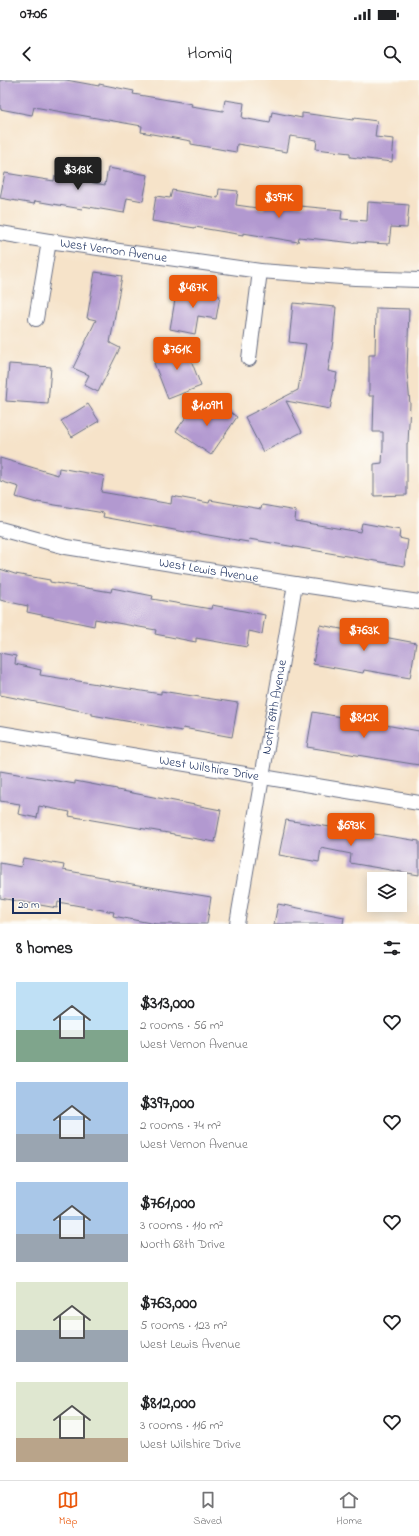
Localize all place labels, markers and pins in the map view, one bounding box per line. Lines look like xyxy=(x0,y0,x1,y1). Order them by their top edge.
pin: $313K xyxy=(50,157,106,191)
pin: $397K xyxy=(251,185,307,219)
pin: $487K xyxy=(165,275,221,309)
pin: $761K xyxy=(149,337,205,371)
pin: $1.09M xyxy=(174,393,240,427)
pin: $763K xyxy=(336,618,392,652)
pin: $812K xyxy=(336,705,392,739)
pin: $693K xyxy=(323,813,379,847)

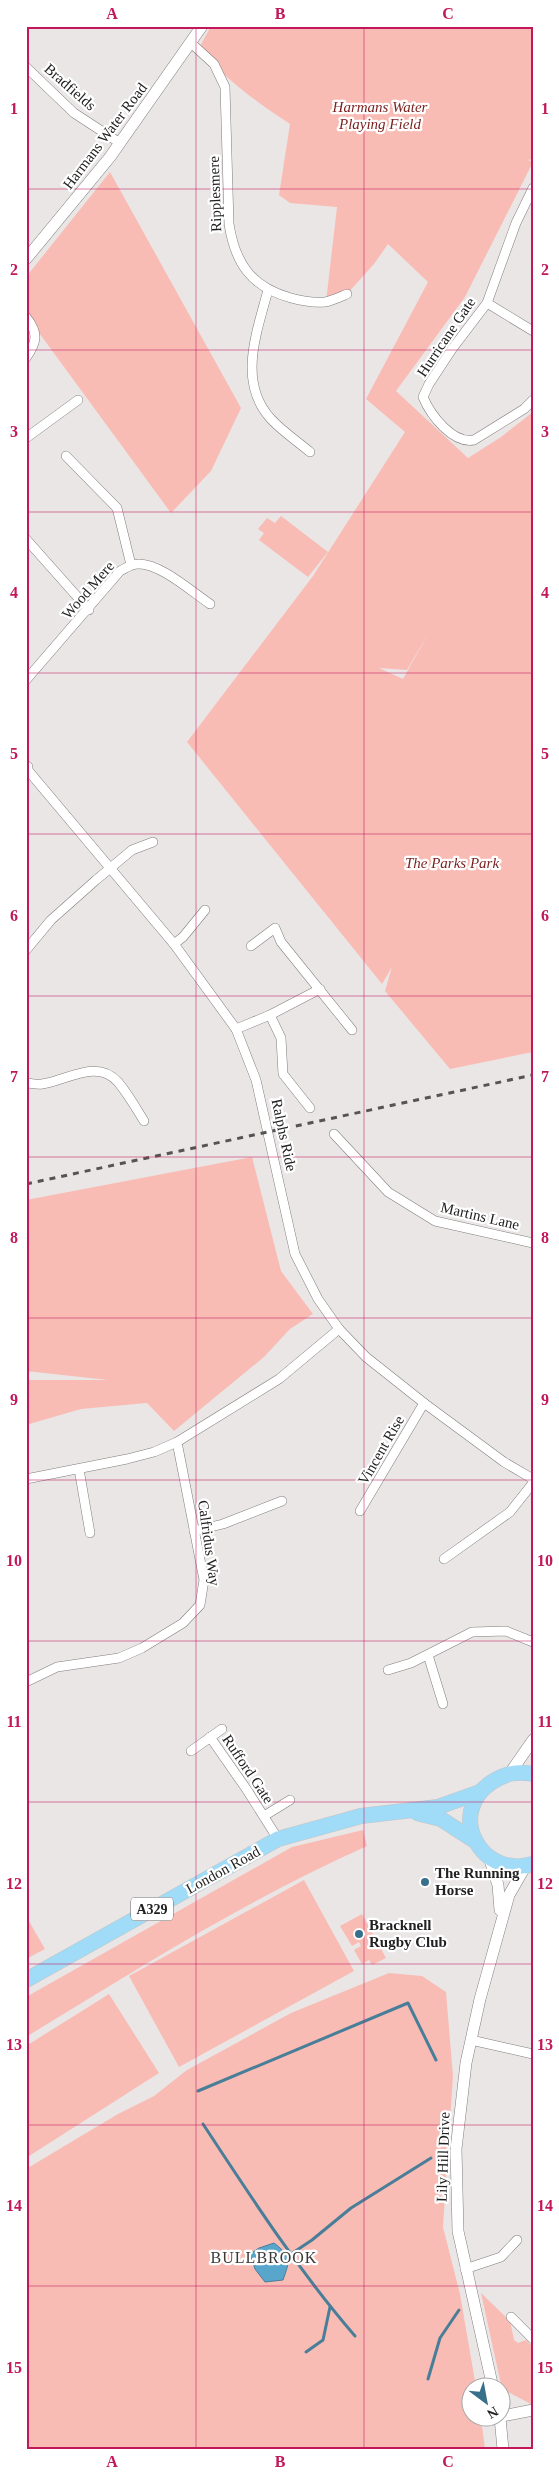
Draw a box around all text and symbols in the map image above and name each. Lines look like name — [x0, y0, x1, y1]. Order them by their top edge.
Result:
● ● ● ●
◆ The problem
Could you output all the entries above exactly as written, leaving out the pictures?

◆ Solution for this problem
Localize all place labels, markers and pins in the map view, one bounding box per line. Lines look like xyxy=(x0,y0,x1,y1). Order them by their top edge.
pin: $313K xyxy=(50,157,106,191)
pin: $397K xyxy=(251,185,307,219)
pin: $487K xyxy=(165,275,221,309)
pin: $761K xyxy=(149,337,205,371)
pin: $1.09M xyxy=(174,393,240,427)
pin: $763K xyxy=(336,618,392,652)
pin: $812K xyxy=(336,705,392,739)
pin: $693K xyxy=(323,813,379,847)

Draw a box around all text and symbols in the map image above and name each. Lines look like name — [x0, y0, x1, y1]. Order them by their top edge.
Result:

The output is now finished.